Theorem 1. If \(A\) is a linear transformation on an \(n\) -dimensional vector space, then \(\rho(A)=\rho(A^{\prime})\) and \(\nu(A)=n-\rho(A)\) .
Proof. The theorem of the preceding section and Section: Annihilators , Theorem 1, together imply that \[\nu(A^{\prime})=n-\rho(A). \tag{1}\] Let \(\mathcal{X}=\{x_{1}, \ldots, x_{n}\}\) be any basis for which \(x_{1}, \ldots, x_{\nu}\) are in \(\mathcal{N}(A)\) ; then, for any \(x=\sum_{i} \xi_{i} x_{i}\) , we have \[A x=\sum_{i} \xi_{i} A x_{i}=\sum_{i=\nu+1}^{n} \xi_{i} A x_{i}.\] In other words, \(A x\) is a linear combination of the \(n-\nu\) vectors \(A x_{\nu+1}, \ldots, A x_{n}\) ; it follows that \(\rho(A) \leq n-\nu(A)\) . Applying this result to \(A^{\prime}\) and using (1), we obtain \[\rho(A^{\prime}) \leq n-\nu(A^{\prime})=\rho(A). \tag{2}\] In (2) we may replace \(A\) by \(A^{\prime}\) , obtaining \[\rho(A)=\rho(A^{\prime \prime}) \leq \rho(A^{\prime}); \tag{3}\] (2) and (3) together show that \[\rho(A)=\rho(A^{\prime}), \tag{4}\] and (1) and (4) together show that \[\nu(A^{\prime})=n-\rho(A^{\prime}). \tag{5}\] Replacing \(A\) by \(A^{\prime}\) in (5) gives, finally, \[\nu(A)=n-\rho(A). \tag{6}\] and concludes the proof of the theorem. ◻
These results are usually discussed from a little different point of view. Let \(A\) be a linear transformation on an \(n\) -dimensional vector space, and let \(\mathcal{X} = \{x_{1}, \ldots, x_{n}\}\) be a basis in that space; let \([A]=(\alpha_{i j})\) be the matrix of \(A\) in the coordinate system \(\mathcal{X}\) , so that \[A x_{j}=\sum_{i} \alpha_{i j} x_{i}.\] Since if \(x=\sum_{j} \xi_{j} x_{j}\) , then \(A x=\sum_{j} \xi_{j} A x_{j}\) , it follows that every vector in \(\mathcal{R}(A)\) is a linear combination of the \(A x_{j}\) , and hence of any maximal linearly independent subset of the \(A x_{j}\) . It follows that the maximal number of linearly independent \(A x_{j}\) is precisely \(\rho(A)\) . In terms of the coordinates \((\alpha_{1 j}, \ldots, \alpha_{n j})\) of \(A x_{j}\) we may express this by saying that \(\rho(A)\) is the maximal number of linearly independent columns of the matrix \([A]\) . Since ( Section: Adjoints of projections ) the columns of \([A^{\prime}]\) (the matrix being expressed in terms of the dual basis of \(\mathcal{X}\) ) are the rows of \([A]\) , it follows from Theorem 1 that \(\rho(A)\) is also the maximal number of linearly independent rows of \([A]\) . Hence "the row rank of \([A]=\) the column rank of \([A]=\) the rank of \([A]\) ."

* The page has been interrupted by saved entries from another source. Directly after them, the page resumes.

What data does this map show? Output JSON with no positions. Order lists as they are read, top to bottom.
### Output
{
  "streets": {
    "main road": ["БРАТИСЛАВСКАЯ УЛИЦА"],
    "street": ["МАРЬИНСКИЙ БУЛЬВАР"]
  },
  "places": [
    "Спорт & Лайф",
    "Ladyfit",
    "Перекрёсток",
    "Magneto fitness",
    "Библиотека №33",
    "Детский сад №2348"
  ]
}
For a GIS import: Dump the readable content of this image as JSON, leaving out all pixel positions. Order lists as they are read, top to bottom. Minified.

Theorem 2. If \(A\) is a linear transformation on the \(n\) -dimensional vector space \(\mathcal{V}\) , and if \(\mathcal{H}\) is any \(h\) -dimensional subspace of \(\mathcal{V}\) , then the dimension of \(A\mathcal{H}\) is \(\geq h-\nu(A)\) .

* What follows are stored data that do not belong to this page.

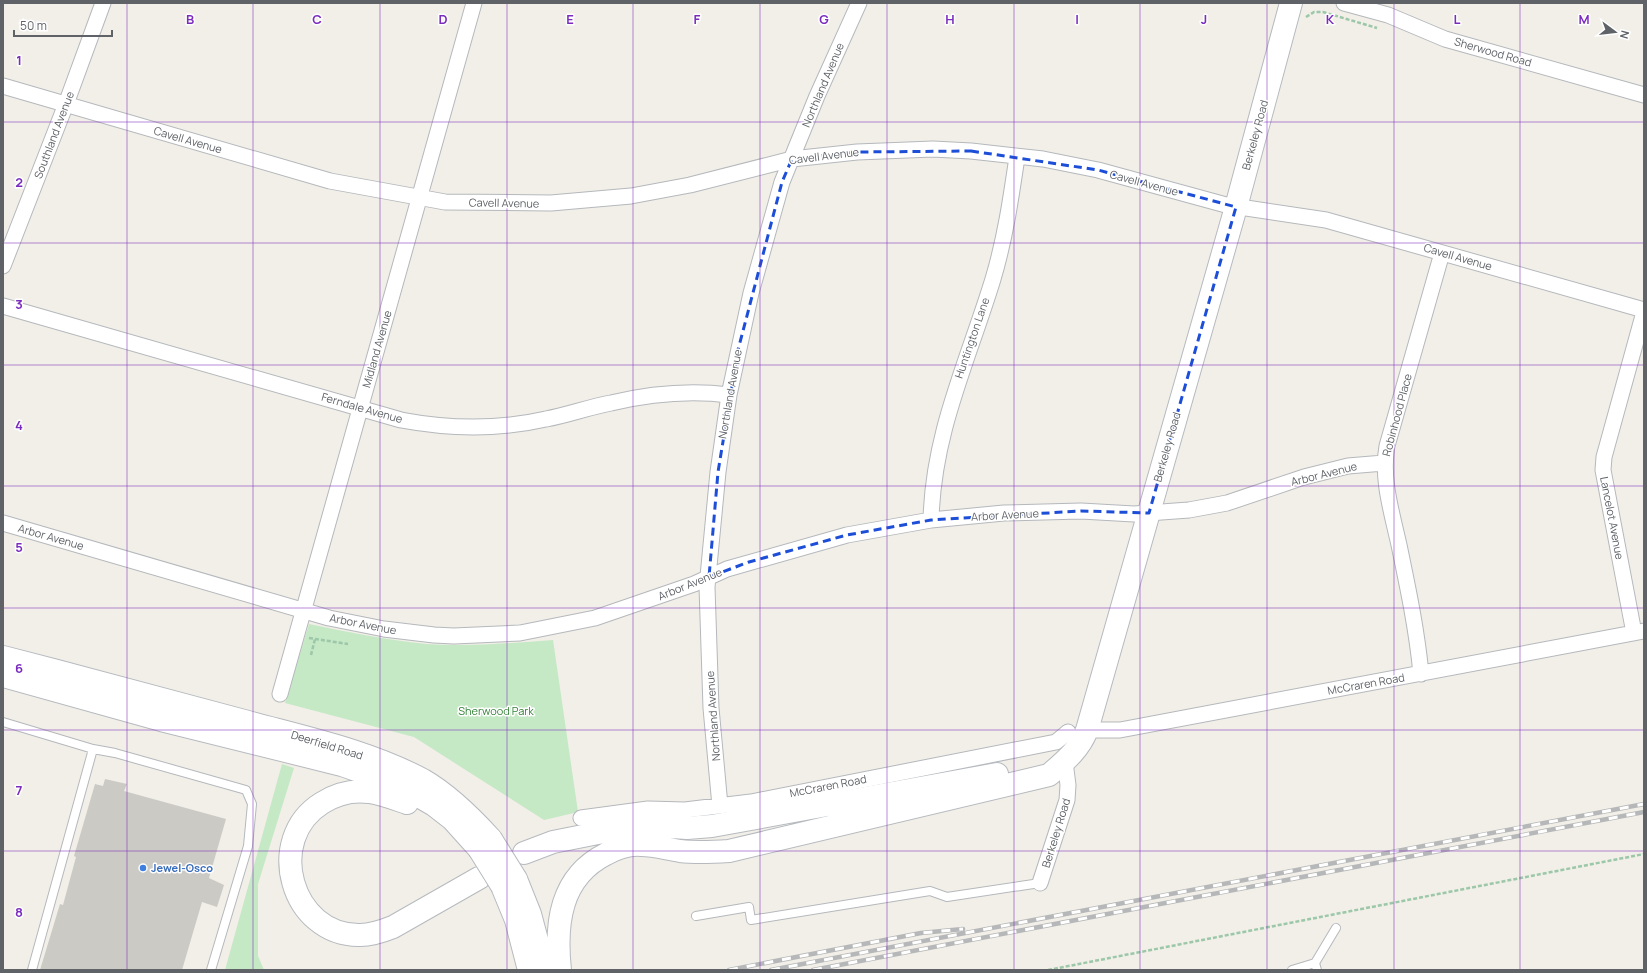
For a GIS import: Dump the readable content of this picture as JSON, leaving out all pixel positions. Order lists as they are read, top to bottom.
{
  "streets": {
    "main road": ["Berkeley Road", "Deerfield Road"],
    "street": [
      "Sherwood Road",
      "Northland Avenue",
      "Southland Avenue",
      "Cavell Avenue",
      "Huntington Lane",
      "Midland Avenue",
      "Ferndale Avenue",
      "Robinhood Place",
      "Arbor Avenue",
      "Lancelot Avenue",
      "McCraren Road"
    ]
  },
  "crossings": [
    ["Northland Avenue", "Cavell Avenue"],
    ["Northland Avenue", "Ferndale Avenue"],
    ["Northland Avenue", "Arbor Avenue"],
    ["Northland Avenue", "McCraren Road"],
    ["Southland Avenue", "Cavell Avenue"],
    ["Berkeley Road", "Cavell Avenue"],
    ["Berkeley Road", "Arbor Avenue"],
    ["Berkeley Road", "McCraren Road"],
    ["Cavell Avenue", "Huntington Lane"],
    ["Cavell Avenue", "Midland Avenue"],
    ["Cavell Avenue", "Robinhood Place"],
    ["Cavell Avenue", "Lancelot Avenue"],
    ["Huntington Lane", "Arbor Avenue"],
    ["Midland Avenue", "Ferndale Avenue"],
    ["Midland Avenue", "Arbor Avenue"],
    ["Robinhood Place", "Arbor Avenue"],
    ["Robinhood Place", "McCraren Road"],
    ["Lancelot Avenue", "McCraren Road"]
  ],
  "parks": ["Sherwood Park"],
  "places": ["Jewel-Osco"],
  "scale_bar": "50 m",
  "north": "right",
  "grid": {
    "columns": [
      "B",
      "C",
      "D",
      "E",
      "F",
      "G",
      "H",
      "I",
      "J",
      "K",
      "L",
      "M"
    ],
    "rows": [
      "1",
      "2",
      "3",
      "4",
      "5",
      "6",
      "7",
      "8"
    ]
  }
}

Proof. Let \(\mathcal{K}\) be any subspace for which \(\mathcal{V} = \mathcal{H} \oplus \mathcal{K}\) , so that if \(k\) is the dimension of \(\mathcal{K}\) , then \(k=n-h\) . Upon operating with \(A\) we obtain \[A\mathcal{V} = A\mathcal{H} + A\mathcal{K}.\] (The sum is not necessarily a direct sum; see Section: Calculus of subspaces .) Since \(A\mathcal{V}=\mathcal{R}(A)\) has dimension \(n-\nu(A)\) , since the dimension of \(A \mathcal{K}\) is clearly \(\leq k=n-h\) , and since the dimension of the sum is \(\leq\) the sum of the dimensions, we have the desired result. ◻
Theorem 3. If \(A\) and \(B\) are linear transformations on a finite-dimensional vector space, then \begin{align} & \rho(A+B) \leq \rho(A)+\rho(B), \tag{7}\\ & \rho(A B) \leq \min \{\rho(A), \rho(B)\}, \tag{8} \end{align} and \[\nu(A B) \leq \nu(A)+\nu(B). \tag{9}\] If \(B\) is invertible, then \[\rho(A B)=\rho(B A)=\rho(A). \tag{10}\]

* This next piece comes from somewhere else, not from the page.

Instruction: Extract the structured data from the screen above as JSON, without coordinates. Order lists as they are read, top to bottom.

Proof. Since \((A B) x=A(B x)\) , it follows that \(\mathcal{R}(A B)\) is contained in \(\mathcal{R}(A)\) , so that \(\rho(A B) \leq \rho(A)\) , or, in other words, the rank of a product is not greater than the rank of the first factor. Let us apply this auxiliary result to \(B^{\prime} A^{\prime}\) ; this, together with what we already know, yields (8). If \(B\) is invertible, then \[\rho(A)=\rho(A B \cdot B^{-1}) \leq \rho(A B)\] and \[\rho(A)=\rho(B^{-1} \cdot B A) \leq \rho(B A);\] together with (8) this yields (10). The equation (7) is an immediate consequence of an argument we have already used in the proof of Theorem 2. The proof of (9) we leave as an exercise for the reader. (Hint: apply Theorem 2 with \(\mathcal{H} = B\mathcal{V} = \mathcal{R}(B)\) .) Together the two formulas (8) and (9) are known as Sylvester’s law of nullity . ◻